Write Aggregate Analytic Functions for RAQL
Aggregate analytic functions are a single class that implement the UserDefinedAggregationFunctionAdapter interface in the de.rtm.push.adapters package of the MashZone NextGen RAQL User Defined Function API.
Like window analytic functions, aggregate analytic functions have access to all rows, or records in the current group, partition or window. They perform an aggregate calculation that uses all records to return a single result. Depending on where they are used in RAQL queries, this single result may be all the query returns or it may be returned as a column on every row.
To accomplish this, aggregate analytic functions use the following methods:
createInitialState(): is optional. This resets the aggregate state for the current window, partition or group to whatever value or state the caluclation should begin from.
aggregate(S state, Serializable[] values): performs an intermediate calculation using the current state and the value of the next record to obtain a new intermediate state.
getAggregate(S state): implements the final computation for the group, partition or window, if any, and returns the final aggregate result once all intermediate calculations are complete.
There are also several 'housekeeping' methods you must implement: getAggregateType(), getParameterTypes(), isEmptyAggregate(S state), negativeCall(S state, Serializable[] values) and supportsPN().

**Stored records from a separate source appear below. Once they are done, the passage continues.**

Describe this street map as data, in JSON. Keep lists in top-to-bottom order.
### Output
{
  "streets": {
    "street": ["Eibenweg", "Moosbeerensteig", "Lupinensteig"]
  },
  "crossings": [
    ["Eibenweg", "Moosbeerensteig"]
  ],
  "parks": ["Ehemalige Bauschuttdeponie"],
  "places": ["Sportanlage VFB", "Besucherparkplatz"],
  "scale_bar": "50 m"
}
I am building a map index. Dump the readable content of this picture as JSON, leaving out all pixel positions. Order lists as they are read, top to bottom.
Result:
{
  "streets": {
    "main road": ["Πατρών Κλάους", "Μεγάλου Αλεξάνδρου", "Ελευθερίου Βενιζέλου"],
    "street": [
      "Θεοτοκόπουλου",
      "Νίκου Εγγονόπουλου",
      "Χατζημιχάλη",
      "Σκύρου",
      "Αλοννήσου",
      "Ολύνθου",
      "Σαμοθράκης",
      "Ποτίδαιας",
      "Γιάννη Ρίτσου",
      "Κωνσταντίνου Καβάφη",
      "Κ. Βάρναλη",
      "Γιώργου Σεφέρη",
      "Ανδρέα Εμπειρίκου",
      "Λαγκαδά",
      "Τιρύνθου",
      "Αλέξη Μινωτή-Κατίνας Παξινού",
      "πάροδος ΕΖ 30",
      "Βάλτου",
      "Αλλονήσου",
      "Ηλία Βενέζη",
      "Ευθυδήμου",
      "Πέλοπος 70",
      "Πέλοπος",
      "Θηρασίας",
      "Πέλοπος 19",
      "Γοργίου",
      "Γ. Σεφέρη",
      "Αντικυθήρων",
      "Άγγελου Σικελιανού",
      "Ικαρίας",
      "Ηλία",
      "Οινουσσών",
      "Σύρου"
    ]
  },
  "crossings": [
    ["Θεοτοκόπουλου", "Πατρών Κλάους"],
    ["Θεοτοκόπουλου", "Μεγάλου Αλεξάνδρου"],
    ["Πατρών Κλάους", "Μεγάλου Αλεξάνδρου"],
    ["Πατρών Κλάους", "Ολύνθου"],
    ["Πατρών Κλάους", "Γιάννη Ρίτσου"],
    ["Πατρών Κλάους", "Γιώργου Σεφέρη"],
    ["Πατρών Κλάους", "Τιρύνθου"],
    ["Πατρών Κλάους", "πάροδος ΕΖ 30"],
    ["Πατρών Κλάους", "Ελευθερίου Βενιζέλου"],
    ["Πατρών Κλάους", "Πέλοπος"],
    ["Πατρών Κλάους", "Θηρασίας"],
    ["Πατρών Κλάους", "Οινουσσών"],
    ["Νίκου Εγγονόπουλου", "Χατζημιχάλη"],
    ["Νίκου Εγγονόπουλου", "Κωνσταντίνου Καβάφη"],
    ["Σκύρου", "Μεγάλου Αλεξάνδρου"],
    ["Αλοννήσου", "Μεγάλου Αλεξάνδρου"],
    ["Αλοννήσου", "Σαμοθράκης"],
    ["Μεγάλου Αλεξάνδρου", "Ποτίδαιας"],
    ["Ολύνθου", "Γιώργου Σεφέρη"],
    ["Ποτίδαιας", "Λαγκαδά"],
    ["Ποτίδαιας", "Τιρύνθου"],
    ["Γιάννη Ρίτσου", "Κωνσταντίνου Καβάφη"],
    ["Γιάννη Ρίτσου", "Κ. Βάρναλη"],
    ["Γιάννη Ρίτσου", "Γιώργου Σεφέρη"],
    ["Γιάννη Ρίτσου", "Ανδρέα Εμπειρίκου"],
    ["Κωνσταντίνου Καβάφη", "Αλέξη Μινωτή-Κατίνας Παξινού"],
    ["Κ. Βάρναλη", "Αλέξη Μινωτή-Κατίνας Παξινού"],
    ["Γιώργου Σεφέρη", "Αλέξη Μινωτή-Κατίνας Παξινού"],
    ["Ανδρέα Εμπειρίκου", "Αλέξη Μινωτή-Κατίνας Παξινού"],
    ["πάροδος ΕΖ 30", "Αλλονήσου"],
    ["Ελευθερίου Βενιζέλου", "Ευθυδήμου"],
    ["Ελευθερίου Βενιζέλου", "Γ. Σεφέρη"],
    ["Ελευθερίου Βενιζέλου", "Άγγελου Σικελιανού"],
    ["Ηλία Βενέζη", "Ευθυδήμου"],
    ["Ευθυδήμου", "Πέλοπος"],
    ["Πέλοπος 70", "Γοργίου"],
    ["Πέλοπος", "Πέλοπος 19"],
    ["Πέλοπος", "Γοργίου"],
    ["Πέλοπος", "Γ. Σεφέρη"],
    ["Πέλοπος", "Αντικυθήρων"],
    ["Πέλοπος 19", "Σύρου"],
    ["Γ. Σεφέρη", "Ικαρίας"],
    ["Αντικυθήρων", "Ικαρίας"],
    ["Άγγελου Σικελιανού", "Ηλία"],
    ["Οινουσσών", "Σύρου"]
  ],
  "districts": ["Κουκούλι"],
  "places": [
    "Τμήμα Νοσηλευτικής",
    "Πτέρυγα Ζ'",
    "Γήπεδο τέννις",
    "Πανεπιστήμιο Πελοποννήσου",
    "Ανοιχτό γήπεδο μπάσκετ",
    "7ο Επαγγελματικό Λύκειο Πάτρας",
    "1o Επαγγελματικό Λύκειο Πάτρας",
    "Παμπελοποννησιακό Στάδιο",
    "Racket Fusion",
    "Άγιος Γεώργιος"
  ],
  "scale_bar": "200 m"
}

You set up your development environment for aggregate analytic functions just the same as for plain functions. See
Set Up Your Development Environment for details. Write the class for your aggregate analytic function and then
Configure, Compile, Deploy and Test User-Defined Functions.
We’re going to use two examples. The first example,
My Average Aggregate Example is an implementation of the built-in
avg(Number column) method. This example shows the basics of an aggregate analytics function, how to track state for intermediate steps and then perform the final calculation.
The second example,
Kurtosis Using a Third Party Library, uses methods in the Apache Commons Math library to calculate the kurtosis for a column. This is an example of how to use third-party libraries.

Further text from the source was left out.